The net result of the client research said Ogivly rated five out of ten across a wide range of attributes. I then used this as a way of giving the agency goals and every six months I presented the latest results. It removed all opinion by giving us measures we needed to address. It also worked as over the course of two years our net assessment rose to seven out of ten, not perfect by a long way but all in the right direction – if my maths are correct a 40 per cent improvement over two years.
I was trying to manage our brand in the eyes of our clients. The outcomes are obvious in terms of client retention, new business, organic growth, etc., etc.

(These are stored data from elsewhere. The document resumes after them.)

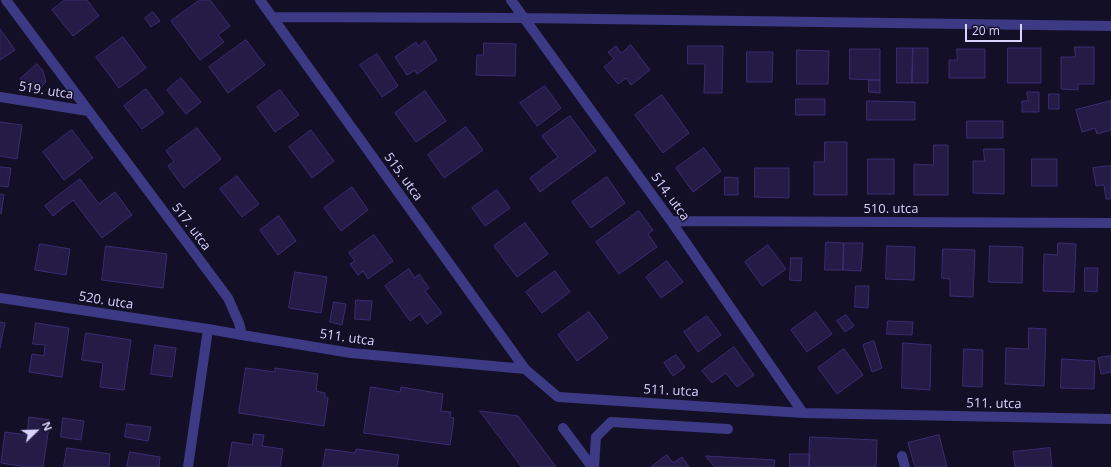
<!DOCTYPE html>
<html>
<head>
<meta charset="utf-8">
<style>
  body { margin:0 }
  #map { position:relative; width:1111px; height:467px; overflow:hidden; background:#130f26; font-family:"Open Sans",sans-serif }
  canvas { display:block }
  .north { position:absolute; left:16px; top:411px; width:40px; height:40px; -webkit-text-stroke:3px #130f26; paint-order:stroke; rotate:67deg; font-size:11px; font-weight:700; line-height:16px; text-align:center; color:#d9d4ff }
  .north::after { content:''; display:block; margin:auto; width:14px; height:18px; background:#d9d4ff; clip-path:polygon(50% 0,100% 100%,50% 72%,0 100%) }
  .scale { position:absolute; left:965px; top:24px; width:57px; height:18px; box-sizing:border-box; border:2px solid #d9d4ff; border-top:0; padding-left:5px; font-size:12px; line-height:14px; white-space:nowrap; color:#d9d4ff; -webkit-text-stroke:3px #130f26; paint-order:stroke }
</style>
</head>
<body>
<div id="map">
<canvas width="1111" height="467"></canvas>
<div class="north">N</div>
<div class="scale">20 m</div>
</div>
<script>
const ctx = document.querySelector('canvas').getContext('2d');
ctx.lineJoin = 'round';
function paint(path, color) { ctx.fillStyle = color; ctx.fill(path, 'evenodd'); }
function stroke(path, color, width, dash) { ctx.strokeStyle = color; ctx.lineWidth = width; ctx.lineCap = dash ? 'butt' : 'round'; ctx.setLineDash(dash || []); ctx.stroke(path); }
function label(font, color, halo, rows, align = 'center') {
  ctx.font = font + ' "Open Sans",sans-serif'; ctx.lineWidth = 3; ctx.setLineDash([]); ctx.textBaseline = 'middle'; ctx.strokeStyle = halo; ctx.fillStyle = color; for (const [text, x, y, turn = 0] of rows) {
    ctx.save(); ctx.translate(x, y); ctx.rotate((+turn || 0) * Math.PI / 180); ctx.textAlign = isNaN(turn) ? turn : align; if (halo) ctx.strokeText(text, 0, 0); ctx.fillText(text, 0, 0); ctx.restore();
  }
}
const building = new Path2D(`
  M 65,0 L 87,0 L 99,16 L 73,36 L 52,10 Z
  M 200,0 L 210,0 L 230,26 L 218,35 L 224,42 L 200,60 L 171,21 Z
  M 153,12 L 160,21 L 151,27 L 145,18 Z
  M 0,29 L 15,50 L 0,60 Z
  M 123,37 L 146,68 L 119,88 L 96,57 Z
  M 246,40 L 265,65 L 228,93 L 209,67 Z
  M 425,41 L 437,60 L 417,74 L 415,70 L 407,75 L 395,57 L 416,42 L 418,46 Z
  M 484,43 L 516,44 L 515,76 L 476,75 L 477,55 L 483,55 Z
  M 631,45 L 650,70 L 631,85 L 626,78 L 618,84 L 604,67 L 614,59 L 608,52 L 616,46 L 621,53 Z
  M 688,46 L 723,46 L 722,93 L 704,93 L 705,64 L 688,64 Z
  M 1075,47 L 1094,47 L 1094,84 L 1078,84 L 1078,90 L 1061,89 L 1061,57 L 1075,57 Z
  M 897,48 L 913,48 L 912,83 L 897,83 Z
  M 913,48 L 928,48 L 928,83 L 912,83 Z
  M 1008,48 L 1041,48 L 1041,83 L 1008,83 Z
  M 850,49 L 880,49 L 880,80 L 850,79 Z
  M 957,49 L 985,49 L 985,78 L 949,78 L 949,60 L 957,60 Z
  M 797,50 L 829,51 L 828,84 L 797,84 Z
  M 747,52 L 773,52 L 772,82 L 747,82 Z
  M 377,54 L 398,86 L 382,97 L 360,65 Z
  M 37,64 L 43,71 L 46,82 L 38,90 L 32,90 L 27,87 L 20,79 Z
  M 181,78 L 201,102 L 186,114 L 167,90 Z
  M 869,80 L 880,80 L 880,93 L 869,92 Z
  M 545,86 L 561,108 L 537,126 L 520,103 Z
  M 146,89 L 164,113 L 142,129 L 124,106 Z
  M 280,90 L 299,115 L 275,132 L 257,107 Z
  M 425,91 L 446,121 L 416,142 L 395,113 Z
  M 1027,92 L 1039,92 L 1039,112 L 1022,112 L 1022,101 L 1028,101 Z
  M 1049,94 L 1059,94 L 1059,109 L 1049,109 Z
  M 662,95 L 689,133 L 663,153 L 635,115 Z
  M 796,99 L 825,99 L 825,115 L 796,115 Z
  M 867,101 L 915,102 L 915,120 L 867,120 Z
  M 1111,101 L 1111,130 L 1097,134 L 1095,128 L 1082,132 L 1076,110 Z
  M 570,116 L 596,151 L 540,192 L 530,178 L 558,157 L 542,136 Z
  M 967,121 L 1003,121 L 1003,138 L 967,138 Z
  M 0,122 L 22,125 L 17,159 L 0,156 Z
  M 466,127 L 483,150 L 444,178 L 428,155 Z
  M 197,128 L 221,159 L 184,188 L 168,166 L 174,161 L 166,151 Z
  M 72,130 L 93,158 L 64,180 L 43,152 Z
  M 311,130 L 334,161 L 312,178 L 289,147 Z
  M 825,142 L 847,142 L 847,195 L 814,195 L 814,162 L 824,162 Z
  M 934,145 L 948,145 L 948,195 L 914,195 L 914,164 L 933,165 Z
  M 704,148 L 721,171 L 693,192 L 676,168 Z
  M 984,149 L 1004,149 L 1004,194 L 973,193 L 973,161 L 984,161 Z
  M 868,159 L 894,159 L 894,194 L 868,194 Z
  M 1032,159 L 1057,159 L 1057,186 L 1032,186 Z
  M 1111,166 L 1111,199 L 1106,199 L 1104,185 L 1096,186 L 1093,168 Z
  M 0,167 L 11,168 L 8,187 L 0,186 Z
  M 755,168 L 789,168 L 789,198 L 755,197 Z
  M 237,176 L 259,204 L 242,217 L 220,189 Z
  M 607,177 L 625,203 L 591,228 L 572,202 Z
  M 725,177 L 738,178 L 738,195 L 725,195 Z
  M 80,179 L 99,204 L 115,192 L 132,215 L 102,238 L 73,200 L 53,216 L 45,206 Z
  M 352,187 L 368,210 L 341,231 L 324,208 Z
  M 497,190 L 510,208 L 485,226 L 472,208 Z
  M 0,194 L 4,195 L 1,214 L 0,213 Z
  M 639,211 L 653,230 L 648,234 L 657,247 L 619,274 L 596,242 Z
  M 279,216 L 296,241 L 278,255 L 260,230 Z
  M 525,223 L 548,254 L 517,277 L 494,246 Z
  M 374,235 L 393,261 L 368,279 L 363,271 L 358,275 L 350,264 L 355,261 L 349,253 Z
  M 826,242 L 844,243 L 843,270 L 825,270 Z
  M 844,243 L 863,243 L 861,271 L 843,270 Z
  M 1058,243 L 1076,244 L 1074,292 L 1043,291 L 1044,254 L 1057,255 Z
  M 40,244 L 70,249 L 66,275 L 35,270 Z
  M 768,245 L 786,269 L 762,286 L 745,262 Z
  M 106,246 L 167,254 L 163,288 L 102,280 Z
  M 887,246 L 915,247 L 914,280 L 886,279 Z
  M 990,246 L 1023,247 L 1022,283 L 989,282 Z
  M 943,249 L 975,250 L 973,297 L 950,296 L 950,279 L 942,278 Z
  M 791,258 L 802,258 L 801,281 L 790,280 Z
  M 667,261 L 683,282 L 661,298 L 646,277 Z
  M 1085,268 L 1098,268 L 1097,292 L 1085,291 Z
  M 409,269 L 415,278 L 419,274 L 429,288 L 425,291 L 442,313 L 427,324 L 420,314 L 410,321 L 385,286 Z
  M 555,271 L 570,292 L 542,313 L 526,292 Z
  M 295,272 L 327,277 L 321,313 L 289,308 Z
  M 856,286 L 869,286 L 868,308 L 855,307 Z
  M 356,300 L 372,301 L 370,320 L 355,319 Z
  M 334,302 L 346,304 L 342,325 L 330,322 Z
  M 589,312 L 608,338 L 577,361 L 558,335 Z
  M 816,312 L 832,334 L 807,352 L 791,330 Z
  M 846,315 L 854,326 L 845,332 L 837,321 Z
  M 707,316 L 721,335 L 698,352 L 684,332 Z
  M 888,321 L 913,322 L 912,335 L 887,334 Z
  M 0,322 L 5,323 L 0,348 Z
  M 36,323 L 69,328 L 62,377 L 29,372 L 32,354 L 44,356 L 45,345 L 33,344 Z
  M 1029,328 L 1046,329 L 1044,386 L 1005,384 L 1006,348 L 1028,349 Z
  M 86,333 L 131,340 L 124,390 L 100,387 L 103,363 L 82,360 Z
  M 874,341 L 882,368 L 872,372 L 863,345 Z
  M 903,343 L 931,345 L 930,390 L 902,388 Z
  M 155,345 L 176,348 L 172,377 L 151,374 Z
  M 734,347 L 754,375 L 737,387 L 726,373 L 712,383 L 702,371 Z
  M 844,349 L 863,375 L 837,394 L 818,368 Z
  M 964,349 L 983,350 L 982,387 L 963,386 Z
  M 676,355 L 685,367 L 673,376 L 664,363 Z
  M 1111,356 L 1111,372 L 1101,374 L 1098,358 Z
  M 1062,359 L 1095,361 L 1094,389 L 1061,388 Z
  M 246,368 L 275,372 L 275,368 L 318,374 L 316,391 L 325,393 L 325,397 L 328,398 L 324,426 L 239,413 Z
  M 371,387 L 400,392 L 401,387 L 443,394 L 441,411 L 451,412 L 450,417 L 454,418 L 450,445 L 364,433 Z
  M 480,411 L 518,416 L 556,467 L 522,467 Z
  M 29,417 L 50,420 L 43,467 L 27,467 L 1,463 L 5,432 L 27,435 Z
  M 63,418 L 84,421 L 81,440 L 61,437 Z
  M 127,424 L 151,427 L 148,441 L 125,437 Z
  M 254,434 L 264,435 L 262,446 L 283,449 L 280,467 L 228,467 L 232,442 L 252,445 Z
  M 939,435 L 947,467 L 915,467 L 908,443 Z
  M 810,437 L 877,440 L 876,467 L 809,467 Z
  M 67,448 L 110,454 L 109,467 L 64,467 Z
  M 1050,448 L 1052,467 L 1015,467 L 1013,452 Z
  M 326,449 L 355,453 L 356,449 L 399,455 L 397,467 L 323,467 Z
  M 130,452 L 160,457 L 159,467 L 127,467 Z
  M 790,454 L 810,454 L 809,467 L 790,467 Z
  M 667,455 L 673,463 L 682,457 L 689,467 L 651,467 Z
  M 706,456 L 775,460 L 774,467 L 715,467 Z`);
paint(building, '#241b47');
stroke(building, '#3b2d73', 1);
stroke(new Path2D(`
  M 6,0 L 228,298 L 239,323 L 242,335 L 208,329 L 188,467
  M 260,0 L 525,369
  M 511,0 L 671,221 L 803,413
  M 272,17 L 524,18 L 1111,26
  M 0,97 L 88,111
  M 671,221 L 1111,223
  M 0,298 L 208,329
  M 242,335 L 351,353 L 525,369 L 558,397 L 803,413 L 1111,419
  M 563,428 L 592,467
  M 902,456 L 905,467
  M 594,467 L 596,437 L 611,422 L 728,429`), '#3d3a85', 10);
label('13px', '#d9d4ff', '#130f26', [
  ["519. utca",46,91,9],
  ["515. utca",403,177,54],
  ["514. utca",670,197,54],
  ["510. utca",891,209],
  ["517. utca",191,227,53],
  ["520. utca",106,301,9],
  ["511. utca",347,338,8],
  ["511. utca",671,391,3],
  ["511. utca",994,404,1]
]);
</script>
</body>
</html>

The curse of marketing is jargon combined with qualitative opinion. I think the root cause is the presence of the rare visionary who says “it’s all over there,” and they are spot on, versus most of us who are challenged in the vision department. However we all talk like the visionary person and mostly it is hot air. I stand by the LinkedIn discussion on brands as support for this conclusion. It can easily come across as verbose hyperbole.
Sadly this truth gets in the way of truly very smart, imaginative, visionary people who do exist. I think the tough challenge for clients is trying to differentiate the person who has swallowed a glossary of terms from the one who is talking intelligent and perceptive thinking.
My obsession when talking with clients is getting some form of measurement in place to track performance. I am shocked how little investment is made in the most elementary tracking and how little clients know about the perception of their business and brand. My mantra is to consider the investment as a low cost insurance policy: if it costs £100K a year to track the KPIs it is only one per cent of a £10m media spend. To me it is a no brainer but it frequently gets pushed into the ‘maybe’ pile.
The question is: ‘is our reputation going up, down or is it static?’ I wonder if Tesco had this radar switched on last year, or Argos or Mothercare or French Connection et al. It seems to me at the CEO level one would want this data fed in monthly. In terms of brand management at the top of any organisation the CEO cannot rely only upon the input internally as it has a vested interest in all things being good; some form of external intel tells the boss how his brand is doing in the real world. Good intel gives the boss the time to adjust the business. Too late and it becomes a case of shutting the stable door after the horse has bolted.